- Input material -
───

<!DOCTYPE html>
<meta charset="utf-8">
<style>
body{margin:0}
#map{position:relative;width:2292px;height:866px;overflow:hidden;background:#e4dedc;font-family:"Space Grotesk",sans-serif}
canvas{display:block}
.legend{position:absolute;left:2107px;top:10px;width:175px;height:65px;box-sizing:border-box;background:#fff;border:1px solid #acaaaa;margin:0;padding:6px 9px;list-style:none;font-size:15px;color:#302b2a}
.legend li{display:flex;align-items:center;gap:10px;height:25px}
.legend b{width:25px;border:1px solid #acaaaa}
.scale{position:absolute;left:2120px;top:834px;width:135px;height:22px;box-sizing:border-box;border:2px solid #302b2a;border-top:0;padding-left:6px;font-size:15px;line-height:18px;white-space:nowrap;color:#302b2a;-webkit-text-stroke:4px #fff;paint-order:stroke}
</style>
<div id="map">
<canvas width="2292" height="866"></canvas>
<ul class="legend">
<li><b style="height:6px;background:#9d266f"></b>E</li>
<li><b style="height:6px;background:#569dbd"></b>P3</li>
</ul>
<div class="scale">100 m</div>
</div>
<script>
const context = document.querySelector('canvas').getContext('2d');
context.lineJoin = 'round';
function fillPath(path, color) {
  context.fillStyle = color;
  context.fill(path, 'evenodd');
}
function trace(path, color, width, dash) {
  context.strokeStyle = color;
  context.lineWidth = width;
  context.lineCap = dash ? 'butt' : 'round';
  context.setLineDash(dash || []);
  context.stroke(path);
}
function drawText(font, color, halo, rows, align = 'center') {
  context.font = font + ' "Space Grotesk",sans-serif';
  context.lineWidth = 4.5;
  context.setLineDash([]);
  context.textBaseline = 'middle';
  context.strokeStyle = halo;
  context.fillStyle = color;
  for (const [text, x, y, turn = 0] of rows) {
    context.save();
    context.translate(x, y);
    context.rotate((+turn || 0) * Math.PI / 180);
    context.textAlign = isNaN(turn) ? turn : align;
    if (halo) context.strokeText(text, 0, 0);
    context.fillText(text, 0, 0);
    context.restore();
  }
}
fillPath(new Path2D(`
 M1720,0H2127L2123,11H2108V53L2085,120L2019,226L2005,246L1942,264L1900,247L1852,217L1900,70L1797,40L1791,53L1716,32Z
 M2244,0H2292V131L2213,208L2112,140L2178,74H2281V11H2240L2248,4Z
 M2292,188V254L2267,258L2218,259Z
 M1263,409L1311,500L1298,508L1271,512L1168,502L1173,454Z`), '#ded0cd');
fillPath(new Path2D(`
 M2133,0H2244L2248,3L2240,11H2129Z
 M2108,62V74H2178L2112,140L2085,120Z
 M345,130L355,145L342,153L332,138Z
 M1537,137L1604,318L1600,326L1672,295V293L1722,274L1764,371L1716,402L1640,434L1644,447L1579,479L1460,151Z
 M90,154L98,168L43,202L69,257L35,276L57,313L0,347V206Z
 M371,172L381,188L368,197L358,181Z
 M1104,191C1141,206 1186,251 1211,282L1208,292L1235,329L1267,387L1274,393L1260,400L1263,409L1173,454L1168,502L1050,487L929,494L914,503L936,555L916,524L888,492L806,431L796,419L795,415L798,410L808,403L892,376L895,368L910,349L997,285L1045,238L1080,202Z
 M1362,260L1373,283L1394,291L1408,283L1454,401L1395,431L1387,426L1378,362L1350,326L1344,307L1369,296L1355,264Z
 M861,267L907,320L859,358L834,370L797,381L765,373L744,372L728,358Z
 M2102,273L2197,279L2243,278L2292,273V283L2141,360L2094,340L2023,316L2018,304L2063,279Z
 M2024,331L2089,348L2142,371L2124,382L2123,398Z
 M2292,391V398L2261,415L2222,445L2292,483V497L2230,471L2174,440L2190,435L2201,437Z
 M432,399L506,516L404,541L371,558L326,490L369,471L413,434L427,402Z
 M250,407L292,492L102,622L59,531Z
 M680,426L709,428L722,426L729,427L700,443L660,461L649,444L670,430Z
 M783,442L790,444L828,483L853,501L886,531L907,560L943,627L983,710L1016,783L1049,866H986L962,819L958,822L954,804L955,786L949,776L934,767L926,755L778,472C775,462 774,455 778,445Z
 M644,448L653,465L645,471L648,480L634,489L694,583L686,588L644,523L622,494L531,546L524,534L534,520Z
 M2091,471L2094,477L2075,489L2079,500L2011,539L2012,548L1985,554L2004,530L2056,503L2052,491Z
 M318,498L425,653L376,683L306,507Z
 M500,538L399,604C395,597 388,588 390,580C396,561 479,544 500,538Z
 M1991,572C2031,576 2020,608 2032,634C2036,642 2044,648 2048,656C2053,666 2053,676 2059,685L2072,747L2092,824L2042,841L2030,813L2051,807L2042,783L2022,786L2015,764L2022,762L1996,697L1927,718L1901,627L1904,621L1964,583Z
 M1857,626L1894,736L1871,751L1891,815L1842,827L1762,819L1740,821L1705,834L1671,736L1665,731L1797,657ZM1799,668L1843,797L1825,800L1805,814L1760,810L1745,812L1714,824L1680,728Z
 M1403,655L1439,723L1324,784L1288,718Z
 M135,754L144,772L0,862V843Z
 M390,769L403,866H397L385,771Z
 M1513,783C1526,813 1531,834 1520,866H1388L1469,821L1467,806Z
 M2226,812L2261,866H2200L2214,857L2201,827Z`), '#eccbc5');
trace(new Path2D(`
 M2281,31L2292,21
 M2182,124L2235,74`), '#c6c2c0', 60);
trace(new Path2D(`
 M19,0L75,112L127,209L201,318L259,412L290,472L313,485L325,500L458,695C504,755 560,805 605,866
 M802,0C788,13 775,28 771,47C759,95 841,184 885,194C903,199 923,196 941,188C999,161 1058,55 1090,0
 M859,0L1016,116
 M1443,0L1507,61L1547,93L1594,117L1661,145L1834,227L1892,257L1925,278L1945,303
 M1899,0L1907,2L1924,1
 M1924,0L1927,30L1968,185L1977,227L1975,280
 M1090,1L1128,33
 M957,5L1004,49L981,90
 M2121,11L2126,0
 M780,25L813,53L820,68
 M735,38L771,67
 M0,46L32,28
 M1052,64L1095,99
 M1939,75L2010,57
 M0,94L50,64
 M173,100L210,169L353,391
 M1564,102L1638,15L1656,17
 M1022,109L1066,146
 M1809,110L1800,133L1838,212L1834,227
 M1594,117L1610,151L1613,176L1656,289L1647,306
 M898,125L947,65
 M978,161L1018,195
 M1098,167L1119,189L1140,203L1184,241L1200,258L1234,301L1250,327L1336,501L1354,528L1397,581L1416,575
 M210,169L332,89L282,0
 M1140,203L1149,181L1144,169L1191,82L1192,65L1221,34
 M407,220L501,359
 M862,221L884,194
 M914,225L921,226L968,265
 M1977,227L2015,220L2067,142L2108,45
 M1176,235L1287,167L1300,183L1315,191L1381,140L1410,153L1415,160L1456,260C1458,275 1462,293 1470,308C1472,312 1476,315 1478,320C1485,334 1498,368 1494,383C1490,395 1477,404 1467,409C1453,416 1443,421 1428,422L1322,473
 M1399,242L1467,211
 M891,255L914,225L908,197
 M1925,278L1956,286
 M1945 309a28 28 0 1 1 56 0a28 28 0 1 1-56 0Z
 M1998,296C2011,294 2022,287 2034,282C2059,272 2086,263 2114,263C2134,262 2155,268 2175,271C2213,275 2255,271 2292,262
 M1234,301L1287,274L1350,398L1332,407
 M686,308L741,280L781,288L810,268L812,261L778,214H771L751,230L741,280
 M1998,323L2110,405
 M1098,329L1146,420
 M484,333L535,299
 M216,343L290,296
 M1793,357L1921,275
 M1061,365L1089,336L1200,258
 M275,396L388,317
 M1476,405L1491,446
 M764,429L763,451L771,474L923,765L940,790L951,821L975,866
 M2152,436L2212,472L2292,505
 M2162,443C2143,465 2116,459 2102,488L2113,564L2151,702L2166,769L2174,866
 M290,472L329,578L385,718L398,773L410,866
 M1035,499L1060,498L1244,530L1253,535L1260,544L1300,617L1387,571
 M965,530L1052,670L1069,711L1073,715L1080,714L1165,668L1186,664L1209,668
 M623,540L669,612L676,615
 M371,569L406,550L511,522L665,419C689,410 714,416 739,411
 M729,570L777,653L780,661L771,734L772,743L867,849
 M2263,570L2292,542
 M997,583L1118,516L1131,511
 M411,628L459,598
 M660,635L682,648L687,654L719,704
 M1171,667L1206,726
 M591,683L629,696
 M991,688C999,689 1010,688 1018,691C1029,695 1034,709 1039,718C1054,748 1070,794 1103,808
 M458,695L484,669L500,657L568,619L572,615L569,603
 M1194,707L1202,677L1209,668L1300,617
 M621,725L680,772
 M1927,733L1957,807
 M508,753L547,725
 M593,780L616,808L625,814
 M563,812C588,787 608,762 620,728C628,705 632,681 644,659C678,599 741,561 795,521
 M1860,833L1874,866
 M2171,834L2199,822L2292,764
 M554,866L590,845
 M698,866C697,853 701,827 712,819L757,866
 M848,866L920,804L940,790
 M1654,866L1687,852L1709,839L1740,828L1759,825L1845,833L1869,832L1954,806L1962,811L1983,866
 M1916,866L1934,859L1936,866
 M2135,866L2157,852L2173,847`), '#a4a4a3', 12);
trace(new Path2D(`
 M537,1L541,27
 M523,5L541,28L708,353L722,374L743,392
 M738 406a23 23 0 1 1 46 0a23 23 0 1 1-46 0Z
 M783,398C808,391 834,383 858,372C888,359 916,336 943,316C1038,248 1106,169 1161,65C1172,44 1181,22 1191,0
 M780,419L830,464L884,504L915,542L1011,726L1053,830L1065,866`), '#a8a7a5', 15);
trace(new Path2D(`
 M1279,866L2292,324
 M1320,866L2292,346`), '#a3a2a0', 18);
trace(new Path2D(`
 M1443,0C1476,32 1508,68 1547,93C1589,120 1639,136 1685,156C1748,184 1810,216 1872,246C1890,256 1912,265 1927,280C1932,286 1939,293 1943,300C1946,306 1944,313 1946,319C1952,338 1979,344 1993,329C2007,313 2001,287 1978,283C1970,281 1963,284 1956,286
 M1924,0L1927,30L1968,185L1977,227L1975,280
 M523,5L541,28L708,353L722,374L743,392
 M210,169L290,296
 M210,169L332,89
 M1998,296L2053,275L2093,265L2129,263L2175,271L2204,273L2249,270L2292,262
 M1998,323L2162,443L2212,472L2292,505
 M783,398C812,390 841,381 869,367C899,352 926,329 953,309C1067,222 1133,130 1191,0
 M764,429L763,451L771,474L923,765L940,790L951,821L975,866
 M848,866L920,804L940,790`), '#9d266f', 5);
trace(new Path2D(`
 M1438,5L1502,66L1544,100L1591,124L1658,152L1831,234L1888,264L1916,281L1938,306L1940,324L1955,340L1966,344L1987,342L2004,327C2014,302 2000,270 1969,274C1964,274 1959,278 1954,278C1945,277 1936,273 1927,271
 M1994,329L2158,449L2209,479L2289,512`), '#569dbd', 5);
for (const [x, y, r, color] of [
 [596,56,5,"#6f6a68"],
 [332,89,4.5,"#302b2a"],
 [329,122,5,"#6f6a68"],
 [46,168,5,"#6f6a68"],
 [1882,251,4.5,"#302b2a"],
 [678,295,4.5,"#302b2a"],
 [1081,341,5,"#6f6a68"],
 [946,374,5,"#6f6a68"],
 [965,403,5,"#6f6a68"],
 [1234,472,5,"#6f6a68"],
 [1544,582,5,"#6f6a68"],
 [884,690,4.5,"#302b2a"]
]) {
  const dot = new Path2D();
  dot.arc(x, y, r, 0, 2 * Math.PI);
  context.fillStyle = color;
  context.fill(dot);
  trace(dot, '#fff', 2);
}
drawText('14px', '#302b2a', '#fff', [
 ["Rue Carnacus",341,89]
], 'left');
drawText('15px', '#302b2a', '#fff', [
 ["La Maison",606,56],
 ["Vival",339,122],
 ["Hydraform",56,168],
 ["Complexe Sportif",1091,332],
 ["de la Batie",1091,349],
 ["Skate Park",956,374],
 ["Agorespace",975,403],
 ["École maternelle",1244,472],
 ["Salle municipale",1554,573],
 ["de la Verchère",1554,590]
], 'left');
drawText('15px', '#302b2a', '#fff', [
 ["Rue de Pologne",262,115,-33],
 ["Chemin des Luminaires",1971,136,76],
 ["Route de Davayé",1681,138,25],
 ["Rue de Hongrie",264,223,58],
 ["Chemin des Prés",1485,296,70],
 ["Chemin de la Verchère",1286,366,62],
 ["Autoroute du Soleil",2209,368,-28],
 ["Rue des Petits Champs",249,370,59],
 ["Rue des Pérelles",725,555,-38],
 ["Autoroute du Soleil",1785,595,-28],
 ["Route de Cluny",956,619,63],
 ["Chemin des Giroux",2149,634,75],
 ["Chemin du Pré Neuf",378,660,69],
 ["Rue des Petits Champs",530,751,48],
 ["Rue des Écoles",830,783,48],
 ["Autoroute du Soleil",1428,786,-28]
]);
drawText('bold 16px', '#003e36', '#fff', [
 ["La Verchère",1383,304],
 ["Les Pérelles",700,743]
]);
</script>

───

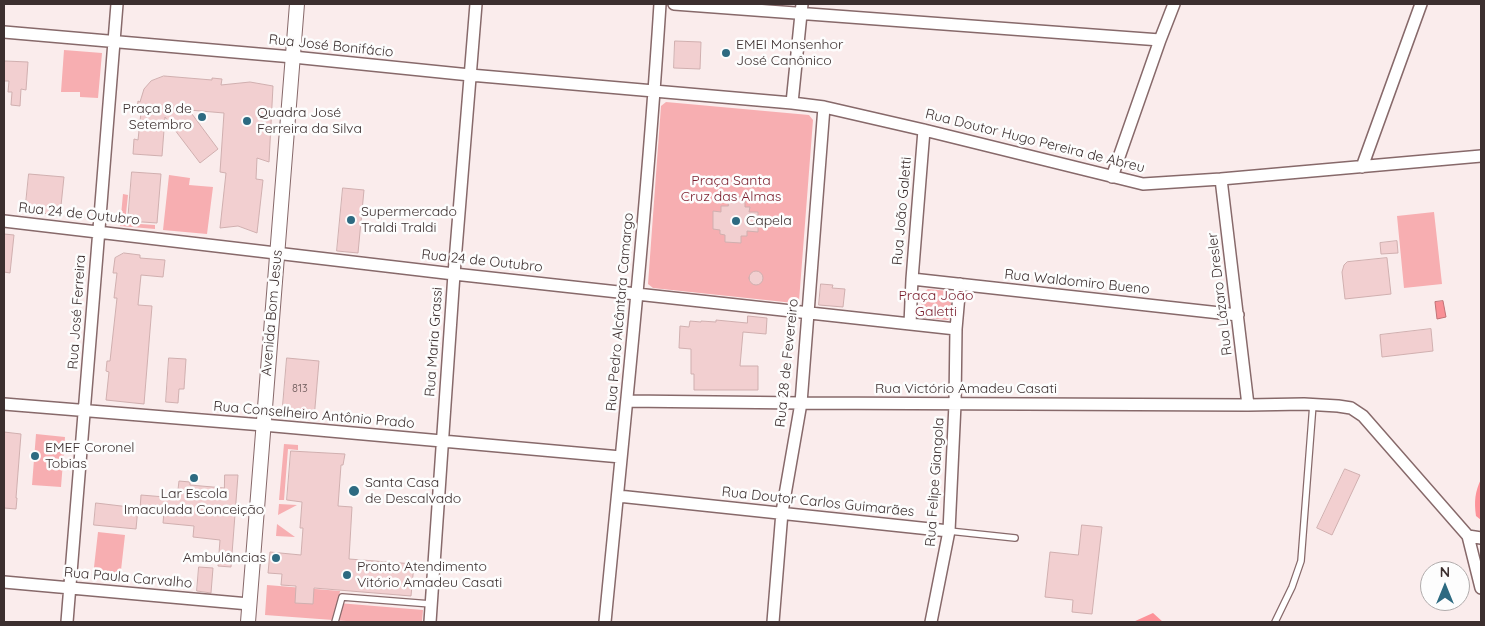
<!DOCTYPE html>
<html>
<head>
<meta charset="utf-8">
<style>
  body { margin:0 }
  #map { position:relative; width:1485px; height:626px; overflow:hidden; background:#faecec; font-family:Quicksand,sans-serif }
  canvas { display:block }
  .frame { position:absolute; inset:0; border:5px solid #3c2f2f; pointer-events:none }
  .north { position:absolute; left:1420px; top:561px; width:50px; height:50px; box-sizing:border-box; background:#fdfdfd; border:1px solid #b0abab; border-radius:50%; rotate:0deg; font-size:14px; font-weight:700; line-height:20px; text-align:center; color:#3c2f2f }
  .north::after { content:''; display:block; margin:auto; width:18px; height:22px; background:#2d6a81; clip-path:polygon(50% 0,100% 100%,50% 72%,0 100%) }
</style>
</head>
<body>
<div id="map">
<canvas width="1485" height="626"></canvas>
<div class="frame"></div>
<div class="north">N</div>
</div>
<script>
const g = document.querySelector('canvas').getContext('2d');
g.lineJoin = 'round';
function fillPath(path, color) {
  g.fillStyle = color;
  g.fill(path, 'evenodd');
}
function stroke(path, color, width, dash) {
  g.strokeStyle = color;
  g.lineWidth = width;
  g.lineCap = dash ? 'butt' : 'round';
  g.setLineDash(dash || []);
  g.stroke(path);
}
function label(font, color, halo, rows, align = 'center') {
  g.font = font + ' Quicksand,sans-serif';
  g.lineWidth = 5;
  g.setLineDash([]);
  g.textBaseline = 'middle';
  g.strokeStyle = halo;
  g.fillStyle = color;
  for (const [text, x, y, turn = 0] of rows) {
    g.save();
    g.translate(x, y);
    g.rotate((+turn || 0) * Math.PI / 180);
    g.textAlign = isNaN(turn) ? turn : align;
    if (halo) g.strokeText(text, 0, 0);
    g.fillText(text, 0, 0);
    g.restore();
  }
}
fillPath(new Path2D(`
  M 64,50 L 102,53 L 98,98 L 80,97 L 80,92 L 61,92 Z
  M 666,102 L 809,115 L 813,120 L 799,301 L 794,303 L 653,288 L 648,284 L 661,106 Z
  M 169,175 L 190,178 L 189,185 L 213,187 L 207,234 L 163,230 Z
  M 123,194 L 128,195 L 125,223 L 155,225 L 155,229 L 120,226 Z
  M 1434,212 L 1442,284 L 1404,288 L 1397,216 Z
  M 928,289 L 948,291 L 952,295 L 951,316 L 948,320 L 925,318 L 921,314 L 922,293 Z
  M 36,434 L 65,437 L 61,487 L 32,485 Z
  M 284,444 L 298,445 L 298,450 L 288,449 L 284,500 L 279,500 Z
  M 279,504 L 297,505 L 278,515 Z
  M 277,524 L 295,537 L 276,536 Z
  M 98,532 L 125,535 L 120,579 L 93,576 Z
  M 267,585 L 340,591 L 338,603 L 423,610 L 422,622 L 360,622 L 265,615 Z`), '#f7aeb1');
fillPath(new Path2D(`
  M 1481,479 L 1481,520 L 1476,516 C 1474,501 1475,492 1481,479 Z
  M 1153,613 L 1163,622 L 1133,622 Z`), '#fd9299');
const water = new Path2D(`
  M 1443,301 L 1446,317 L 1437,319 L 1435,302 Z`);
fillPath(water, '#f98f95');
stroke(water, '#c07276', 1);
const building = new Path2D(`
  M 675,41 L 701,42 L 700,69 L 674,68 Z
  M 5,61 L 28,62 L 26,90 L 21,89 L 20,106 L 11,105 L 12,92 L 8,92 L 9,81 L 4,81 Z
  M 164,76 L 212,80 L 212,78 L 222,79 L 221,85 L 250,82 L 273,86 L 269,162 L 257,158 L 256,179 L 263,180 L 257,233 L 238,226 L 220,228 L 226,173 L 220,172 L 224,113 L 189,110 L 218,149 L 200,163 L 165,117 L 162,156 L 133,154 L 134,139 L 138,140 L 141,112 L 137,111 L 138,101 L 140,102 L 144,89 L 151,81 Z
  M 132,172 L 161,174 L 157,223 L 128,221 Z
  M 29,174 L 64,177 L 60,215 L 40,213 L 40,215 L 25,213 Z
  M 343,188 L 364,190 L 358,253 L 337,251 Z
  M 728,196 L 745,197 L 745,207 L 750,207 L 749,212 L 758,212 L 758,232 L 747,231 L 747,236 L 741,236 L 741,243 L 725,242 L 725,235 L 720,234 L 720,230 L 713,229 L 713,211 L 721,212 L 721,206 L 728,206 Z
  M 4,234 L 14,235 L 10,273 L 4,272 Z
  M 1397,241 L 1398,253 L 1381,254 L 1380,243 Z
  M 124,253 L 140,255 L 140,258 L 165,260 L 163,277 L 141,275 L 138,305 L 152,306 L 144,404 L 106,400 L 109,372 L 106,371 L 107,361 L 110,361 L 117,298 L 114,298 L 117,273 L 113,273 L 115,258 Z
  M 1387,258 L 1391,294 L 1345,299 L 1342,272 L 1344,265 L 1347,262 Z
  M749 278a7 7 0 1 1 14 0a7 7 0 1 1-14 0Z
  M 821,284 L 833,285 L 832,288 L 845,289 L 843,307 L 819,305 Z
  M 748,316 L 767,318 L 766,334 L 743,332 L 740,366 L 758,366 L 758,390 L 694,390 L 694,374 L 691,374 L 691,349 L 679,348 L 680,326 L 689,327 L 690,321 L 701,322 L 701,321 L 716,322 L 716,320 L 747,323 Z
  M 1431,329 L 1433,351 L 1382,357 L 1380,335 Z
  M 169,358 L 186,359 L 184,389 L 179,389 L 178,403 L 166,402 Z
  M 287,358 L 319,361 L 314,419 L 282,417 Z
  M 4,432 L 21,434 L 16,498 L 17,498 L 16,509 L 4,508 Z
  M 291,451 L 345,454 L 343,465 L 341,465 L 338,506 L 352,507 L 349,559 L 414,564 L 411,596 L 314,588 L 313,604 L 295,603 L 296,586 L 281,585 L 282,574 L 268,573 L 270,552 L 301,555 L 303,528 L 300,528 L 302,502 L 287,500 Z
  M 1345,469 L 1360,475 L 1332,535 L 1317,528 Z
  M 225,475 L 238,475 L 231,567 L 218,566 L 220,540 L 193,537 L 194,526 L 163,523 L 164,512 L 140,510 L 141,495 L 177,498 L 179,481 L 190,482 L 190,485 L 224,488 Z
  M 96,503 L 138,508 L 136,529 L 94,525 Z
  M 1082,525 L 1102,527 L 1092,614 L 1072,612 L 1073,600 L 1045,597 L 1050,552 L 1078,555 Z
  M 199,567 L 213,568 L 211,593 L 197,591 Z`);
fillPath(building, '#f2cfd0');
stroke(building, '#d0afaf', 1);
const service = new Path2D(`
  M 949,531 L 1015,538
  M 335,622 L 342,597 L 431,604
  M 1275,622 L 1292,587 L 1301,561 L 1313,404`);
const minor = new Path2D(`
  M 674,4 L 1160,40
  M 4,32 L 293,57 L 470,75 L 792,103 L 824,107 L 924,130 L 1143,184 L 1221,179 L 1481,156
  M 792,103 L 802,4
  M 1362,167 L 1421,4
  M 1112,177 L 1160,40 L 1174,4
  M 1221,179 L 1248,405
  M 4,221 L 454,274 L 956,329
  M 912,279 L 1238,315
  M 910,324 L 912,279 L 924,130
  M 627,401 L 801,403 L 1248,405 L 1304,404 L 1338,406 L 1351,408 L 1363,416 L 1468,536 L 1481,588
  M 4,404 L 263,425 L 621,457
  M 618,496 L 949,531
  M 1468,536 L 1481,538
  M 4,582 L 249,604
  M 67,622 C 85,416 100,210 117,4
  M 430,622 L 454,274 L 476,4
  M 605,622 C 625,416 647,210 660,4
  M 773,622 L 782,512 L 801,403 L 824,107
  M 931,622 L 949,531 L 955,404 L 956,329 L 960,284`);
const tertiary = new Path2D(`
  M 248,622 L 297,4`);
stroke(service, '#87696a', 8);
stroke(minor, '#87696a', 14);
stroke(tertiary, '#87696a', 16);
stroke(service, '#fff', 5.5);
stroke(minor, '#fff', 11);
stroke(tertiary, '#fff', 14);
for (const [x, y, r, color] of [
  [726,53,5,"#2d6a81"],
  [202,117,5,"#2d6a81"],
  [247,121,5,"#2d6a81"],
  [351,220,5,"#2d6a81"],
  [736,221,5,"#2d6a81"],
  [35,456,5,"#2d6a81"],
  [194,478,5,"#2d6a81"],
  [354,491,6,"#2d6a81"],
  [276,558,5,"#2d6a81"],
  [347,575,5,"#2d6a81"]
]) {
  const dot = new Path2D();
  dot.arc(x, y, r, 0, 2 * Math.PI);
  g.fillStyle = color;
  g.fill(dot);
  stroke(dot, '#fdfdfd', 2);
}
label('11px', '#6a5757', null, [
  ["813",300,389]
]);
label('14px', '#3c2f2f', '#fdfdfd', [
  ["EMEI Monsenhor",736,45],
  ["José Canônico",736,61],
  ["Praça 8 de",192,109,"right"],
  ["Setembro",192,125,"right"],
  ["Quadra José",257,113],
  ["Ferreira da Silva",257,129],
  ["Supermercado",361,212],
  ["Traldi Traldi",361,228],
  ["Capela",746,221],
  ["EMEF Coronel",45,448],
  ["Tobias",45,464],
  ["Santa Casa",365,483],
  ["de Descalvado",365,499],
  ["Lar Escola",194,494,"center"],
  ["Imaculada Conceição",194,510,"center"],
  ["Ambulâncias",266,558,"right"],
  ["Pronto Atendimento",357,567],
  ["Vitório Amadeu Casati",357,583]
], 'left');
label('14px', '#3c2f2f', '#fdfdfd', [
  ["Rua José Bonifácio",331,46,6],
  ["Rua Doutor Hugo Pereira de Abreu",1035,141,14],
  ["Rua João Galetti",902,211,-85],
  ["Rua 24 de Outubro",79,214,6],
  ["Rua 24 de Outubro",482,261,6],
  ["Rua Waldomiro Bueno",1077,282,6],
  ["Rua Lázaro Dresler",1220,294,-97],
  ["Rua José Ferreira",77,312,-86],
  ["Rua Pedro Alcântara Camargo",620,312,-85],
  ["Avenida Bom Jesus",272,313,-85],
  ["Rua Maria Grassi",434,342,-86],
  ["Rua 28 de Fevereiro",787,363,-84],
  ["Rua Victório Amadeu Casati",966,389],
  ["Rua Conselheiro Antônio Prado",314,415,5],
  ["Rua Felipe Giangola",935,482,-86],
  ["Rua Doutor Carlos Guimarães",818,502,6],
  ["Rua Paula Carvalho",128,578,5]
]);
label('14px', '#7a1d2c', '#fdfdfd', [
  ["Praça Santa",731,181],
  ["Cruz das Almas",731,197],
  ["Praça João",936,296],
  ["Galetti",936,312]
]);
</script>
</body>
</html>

───

- Task to carry out -
The expected output is exactly the lines of the listing above between the line holding "g.rotate((+turn || 0) * Math.PI / 180);" and the line holding "M 5,61 L 28,62", inclusive.

- Problem solution -
    g.rotate((+turn || 0) * Math.PI / 180);
    g.textAlign = isNaN(turn) ? turn : align;
    if (halo) g.strokeText(text, 0, 0);
    g.fillText(text, 0, 0);
    g.restore();
  }
}
fillPath(new Path2D(`
  M 64,50 L 102,53 L 98,98 L 80,97 L 80,92 L 61,92 Z
  M 666,102 L 809,115 L 813,120 L 799,301 L 794,303 L 653,288 L 648,284 L 661,106 Z
  M 169,175 L 190,178 L 189,185 L 213,187 L 207,234 L 163,230 Z
  M 123,194 L 128,195 L 125,223 L 155,225 L 155,229 L 120,226 Z
  M 1434,212 L 1442,284 L 1404,288 L 1397,216 Z
  M 928,289 L 948,291 L 952,295 L 951,316 L 948,320 L 925,318 L 921,314 L 922,293 Z
  M 36,434 L 65,437 L 61,487 L 32,485 Z
  M 284,444 L 298,445 L 298,450 L 288,449 L 284,500 L 279,500 Z
  M 279,504 L 297,505 L 278,515 Z
  M 277,524 L 295,537 L 276,536 Z
  M 98,532 L 125,535 L 120,579 L 93,576 Z
  M 267,585 L 340,591 L 338,603 L 423,610 L 422,622 L 360,622 L 265,615 Z`), '#f7aeb1');
fillPath(new Path2D(`
  M 1481,479 L 1481,520 L 1476,516 C 1474,501 1475,492 1481,479 Z
  M 1153,613 L 1163,622 L 1133,622 Z`), '#fd9299');
const water = new Path2D(`
  M 1443,301 L 1446,317 L 1437,319 L 1435,302 Z`);
fillPath(water, '#f98f95');
stroke(water, '#c07276', 1);
const building = new Path2D(`
  M 675,41 L 701,42 L 700,69 L 674,68 Z
  M 5,61 L 28,62 L 26,90 L 21,89 L 20,106 L 11,105 L 12,92 L 8,92 L 9,81 L 4,81 Z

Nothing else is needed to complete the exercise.